In a surreal vision, a team of physicists stood above the squash court on a balcony, monitoring the “k” value on three different instruments nicknamed Pooh, Piglet, and Tigger. As the value closed towards one, a loud bang broke the silence. Rhodes says the solenoid tripped, slamming in a containment rod.
With the goal in reach, Fermi calmly sent the team to lunch. Unlike scientists close to changing the world, the team sat outside and had lunch in the Quad, like regular faculty. Koppes explains they generally discussed technical issues outside under a tree there as well.
After lunch, they went at it again. Fermi’s assistant slowly moved the rod out further as measuring tools clicked and clacked. A little after 3:30 PM, “k” became greater than one. Fermi let it go a little bit longer, and within the span of five minutes, he ordered it terminated and the rods slid in.
The team had created the first artificial chain reaction with an incredibly dangerous contraption. Plus, Fermi’s experiment only generated about half a watt of energy. Although Rhodes says the “neutron intensity” doubled every couple minutes and could have reached a million watts in ninety minutes…in the center of Chicago.
You could say it was David Hahn on an industrial scale — a time of cowboy science long past. But is it?
The Double-Edged Sword Of Science

Most of the wonders of our modern world are blessings of science. But it’s like us. The powers of the tool can either create or destroy. And as technology gets more sophisticated, so does its magnitude for both.
We also inherently believe time helps us to know better. A modern-day Fermi would never exploit such a dangerous test apparatus in the midst of a mass population. Although a lab in Wuhan may prove otherwise.

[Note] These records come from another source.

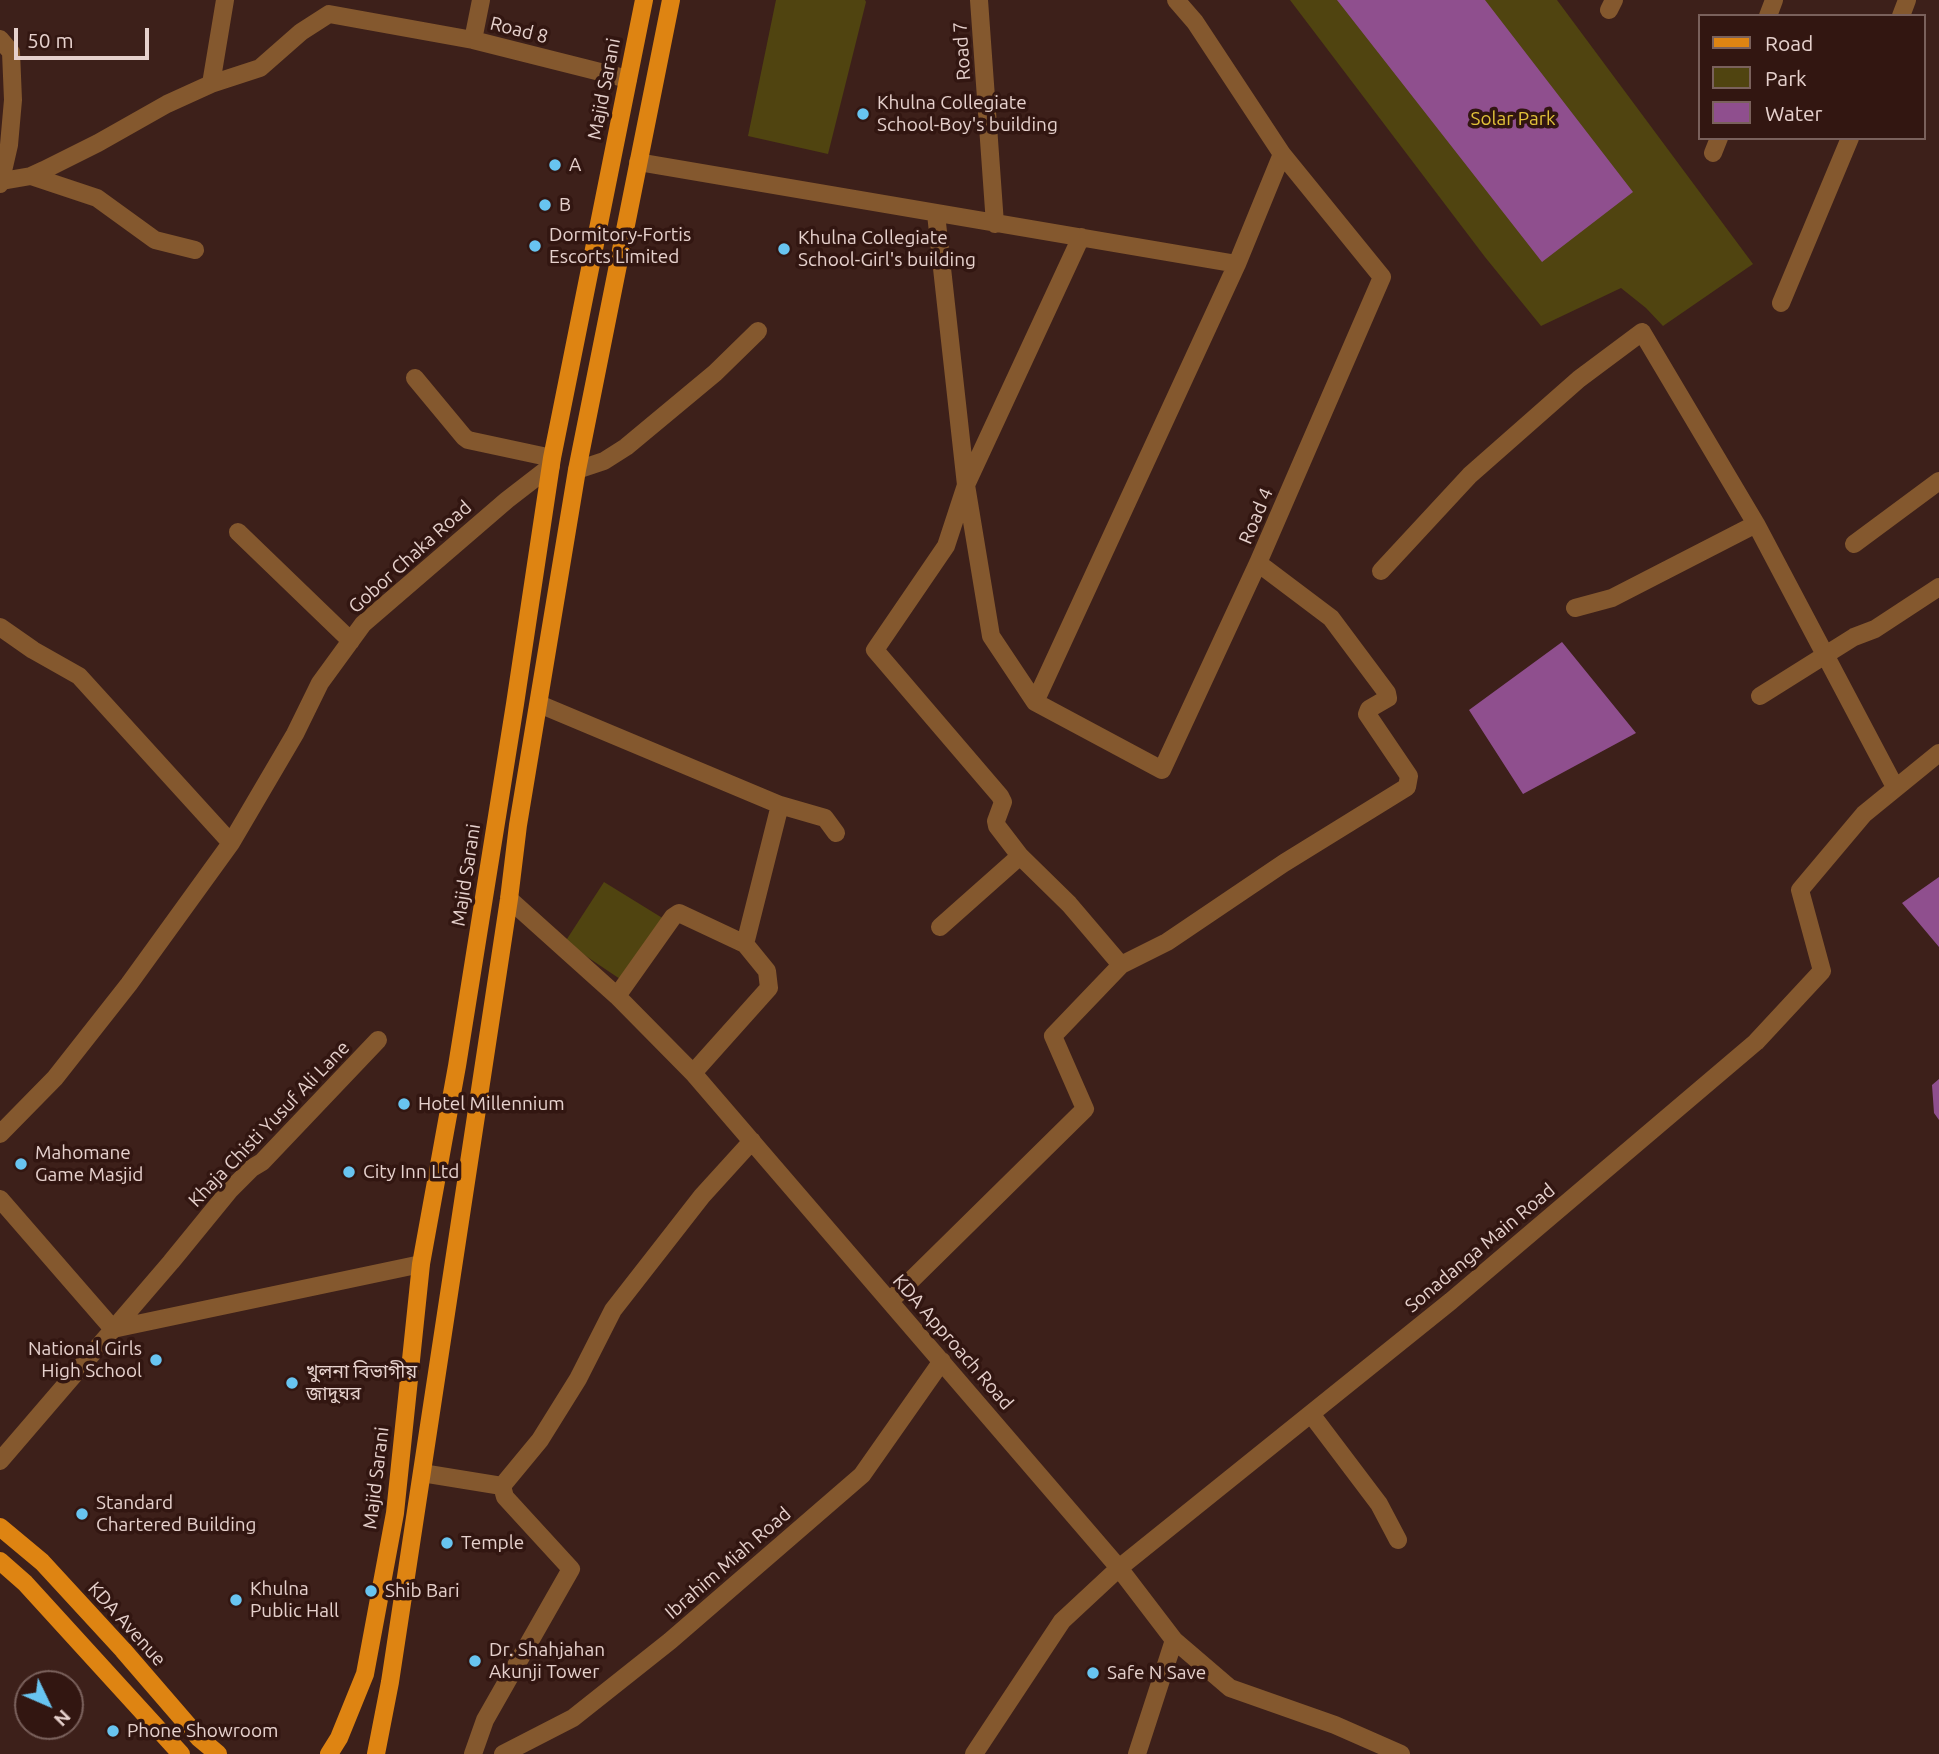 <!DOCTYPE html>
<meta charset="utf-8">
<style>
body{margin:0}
#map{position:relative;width:1939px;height:1754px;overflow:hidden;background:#3d201a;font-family:Ubuntu,sans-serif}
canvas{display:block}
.legend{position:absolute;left:1698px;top:14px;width:228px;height:126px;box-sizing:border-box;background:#321611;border:2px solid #7a615c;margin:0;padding:9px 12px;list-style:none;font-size:21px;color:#e6d1cd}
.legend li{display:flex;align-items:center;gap:14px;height:35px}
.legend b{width:35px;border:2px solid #7a615c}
.north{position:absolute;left:14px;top:1670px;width:70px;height:70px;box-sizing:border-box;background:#321611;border:2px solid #7a615c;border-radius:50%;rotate:134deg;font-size:19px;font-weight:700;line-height:28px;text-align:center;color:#e6d1cd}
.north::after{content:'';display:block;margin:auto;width:24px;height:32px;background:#68c4f0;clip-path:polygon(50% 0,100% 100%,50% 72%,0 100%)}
.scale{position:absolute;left:14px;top:28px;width:135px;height:32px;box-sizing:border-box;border:4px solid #e6d1cd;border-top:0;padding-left:9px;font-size:21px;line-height:24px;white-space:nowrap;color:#e6d1cd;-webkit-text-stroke:5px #321611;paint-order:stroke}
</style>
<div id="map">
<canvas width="1939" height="1754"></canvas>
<ul class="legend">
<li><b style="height:9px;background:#de8412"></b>Road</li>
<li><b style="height:19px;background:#504410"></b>Park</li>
<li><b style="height:19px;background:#8f4f8e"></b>Water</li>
</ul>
<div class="north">N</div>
<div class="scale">50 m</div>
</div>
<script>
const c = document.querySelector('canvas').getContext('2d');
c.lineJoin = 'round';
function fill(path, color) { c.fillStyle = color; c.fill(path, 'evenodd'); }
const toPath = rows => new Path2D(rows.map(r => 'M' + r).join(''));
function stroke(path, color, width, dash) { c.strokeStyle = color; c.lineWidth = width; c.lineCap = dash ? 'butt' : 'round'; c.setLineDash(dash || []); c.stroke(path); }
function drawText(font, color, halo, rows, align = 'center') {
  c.font = font + ' Ubuntu,"Noto Sans Bengali",sans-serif'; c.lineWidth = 7; c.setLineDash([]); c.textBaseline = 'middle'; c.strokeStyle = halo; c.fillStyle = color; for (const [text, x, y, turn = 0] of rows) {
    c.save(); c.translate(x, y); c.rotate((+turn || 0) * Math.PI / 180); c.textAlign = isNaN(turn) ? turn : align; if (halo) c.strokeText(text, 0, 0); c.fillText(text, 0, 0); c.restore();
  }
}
fill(toPath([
 [776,0,865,0,866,2,828,154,748,136],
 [1290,0,1557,0,1753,264,1663,326,1646,308,1621,288,1541,326,1485,257],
 [604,882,664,919,623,981,565,942]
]), '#504410');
fill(toPath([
 [1337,0,1485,0,1633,192,1542,262],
 [1562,642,1636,733,1523,794,1469,710],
 [1939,877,1939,947,1902,903],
 [1939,1079,1939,1120,1934,1113,1932,1085]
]), '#8f4f8e');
stroke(toPath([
 [979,0,995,224],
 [1609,10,1614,0],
 [1768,16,1774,0],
 [1901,16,1907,0],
 [0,39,11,52,13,100,9,145,0,184],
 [473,40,481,0],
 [211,84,225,0],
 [1713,153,1719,138],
 [638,162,1237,264],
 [31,176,97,198,155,240,195,250],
 [2,181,31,176,44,170,98,143,167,104,211,84,260,68,301,32,329,14,473,40,628,79],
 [936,214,966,485,991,636,1035,702,1162,770,1258,563,1382,277,1282,154,1195,22,1176,0],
 [1081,237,966,485,946,546,875,650,1000,796,1003,802,996,821,997,826,1020,856,1069,904,1121,965],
 [1781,303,1850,138],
 [415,378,464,437,468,440,552,458],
 [577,470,604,461,626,447,715,373,758,331],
 [238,532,351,641],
 [1854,544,1939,481],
 [1381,571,1470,475,1579,379,1642,332,1756,524,1895,787],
 [1575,608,1612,598,1756,524],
 [0,627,33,650,79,676,231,843],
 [1760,696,1854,637,1875,629,1939,587],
 [1035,702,1237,264,1282,154],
 [539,704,780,805,745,944,679,913,673,917,617,996],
 [780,805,825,818,836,833],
 [509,899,617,996,693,1073,1119,1568,1174,1640,1230,1688,1335,1725,1401,1754],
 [940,927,1020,856],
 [693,1073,769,988,767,971,745,944],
 [0,1134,55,1078,129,984,231,843,295,734,320,683,363,624,507,500,551,466],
 [0,1199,113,1329,421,1264],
 [890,1301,1085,1109,1053,1036,1121,965,1167,942,1284,863,1407,787,1409,776,1367,714,1369,709,1388,698,1387,693,1331,618,1258,563],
 [1311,1414,1379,1504,1398,1540],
 [0,1461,171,1262,229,1191,252,1168,262,1162,378,1040],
 [422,1473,502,1486,540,1440,578,1379,613,1310,702,1196,752,1141],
 [473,1754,485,1720,571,1569,505,1497,502,1486],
 [503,1754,573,1718,670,1641,862,1475,942,1361],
 [974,1754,1062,1621,1119,1568,1451,1301,1756,1042,1822,971,1800,890,1864,814,1939,753],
 [1137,1754,1174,1640]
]), '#84582e', 18);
stroke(toPath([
 [0,1527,42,1562,123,1650,199,1738,218,1754],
 [0,1561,25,1583,181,1754],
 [329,1754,339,1738,365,1674,395,1513,421,1264,457,1066,515,704,552,458,644,0],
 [376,1754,390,1682,509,899,518,825,577,470,671,0]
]), '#de8412', 18);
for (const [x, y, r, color] of [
 [863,114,7,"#68c4f0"],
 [555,165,7,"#68c4f0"],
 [545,205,7,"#68c4f0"],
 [535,246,7,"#68c4f0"],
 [784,249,7,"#68c4f0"],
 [404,1104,7,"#68c4f0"],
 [21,1164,7,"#68c4f0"],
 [349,1172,7,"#68c4f0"],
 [156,1360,7,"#68c4f0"],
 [292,1383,7,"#68c4f0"],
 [82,1514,7,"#68c4f0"],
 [447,1543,7,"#68c4f0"],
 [371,1591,7,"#68c4f0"],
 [236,1600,7,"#68c4f0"],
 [475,1661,7,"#68c4f0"],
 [1093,1673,7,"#68c4f0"],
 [113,1731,7,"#68c4f0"]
]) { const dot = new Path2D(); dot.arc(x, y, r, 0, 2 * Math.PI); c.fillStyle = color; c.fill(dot); stroke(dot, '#321611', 2.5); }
drawText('19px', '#e6d1cd', '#321611', [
 ["Road 8",519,30,14],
 ["Road 7",962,51,-94],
 ["Majid Sarani",604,89,-79],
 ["Road 4",1256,516,-67],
 ["Gobor Chaka Road",410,557,-42],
 ["Majid Sarani",466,875,-81],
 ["Khaja Chisti Yusuf Ali Lane",269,1124,-46],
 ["Sonadanga Main Road",1480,1248,-40],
 ["KDA Approach Road",953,1342,49],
 ["Majid Sarani",376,1478,-83],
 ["Ibrahim Miah Road",728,1563,-41],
 ["KDA Avenue",127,1624,48]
]);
drawText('19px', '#e6d1cd', '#321611', [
 ["Khulna Collegiate",877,103],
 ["School-Boy's building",877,125],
 ["A",569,165],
 ["B",559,205],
 ["Dormitory-Fortis",549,235],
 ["Escorts Limited",549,257],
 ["Khulna Collegiate",798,238],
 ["School-Girl's building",798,260],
 ["Hotel Millennium",418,1104],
 ["Mahomane",35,1153],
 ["Game Masjid",35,1175],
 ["City Inn Ltd",363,1172],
 ["National Girls",142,1349,"right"],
 ["High School",142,1371,"right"],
 ["খুলনা বিভাগীয়",306,1372],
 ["জাদুঘর",306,1394],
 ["Standard",96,1503],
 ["Chartered Building",96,1525],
 ["Temple",461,1543],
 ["Khulna",250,1589],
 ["Public Hall",250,1611],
 ["Shib Bari",385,1591],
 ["Dr. Shahjahan",489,1650],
 ["Akunji Tower",489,1672],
 ["Safe N Save",1107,1673],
 ["Phone Showroom",127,1731]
], 'left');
drawText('19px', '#e2c23a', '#321611', [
 ["Solar Park",1513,119]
]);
</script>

Recently the FBI and the US Department of Energy issued reports indicating the COVID-19 virus could have came from a lab leak. If so, about seven million people died due to a science experiment gone wrong. That’s over thirty two times those killed by the Manhattan Project’s atomic bombs.
Think about that for a second.
Obviously, we can’t extinguish science with a bucket of cadmium-sulfate. It must continue. But perhaps we temper our infatuation into a guarded love affair of checks and balances. Otherwise, there may be no recovery from the next blunder.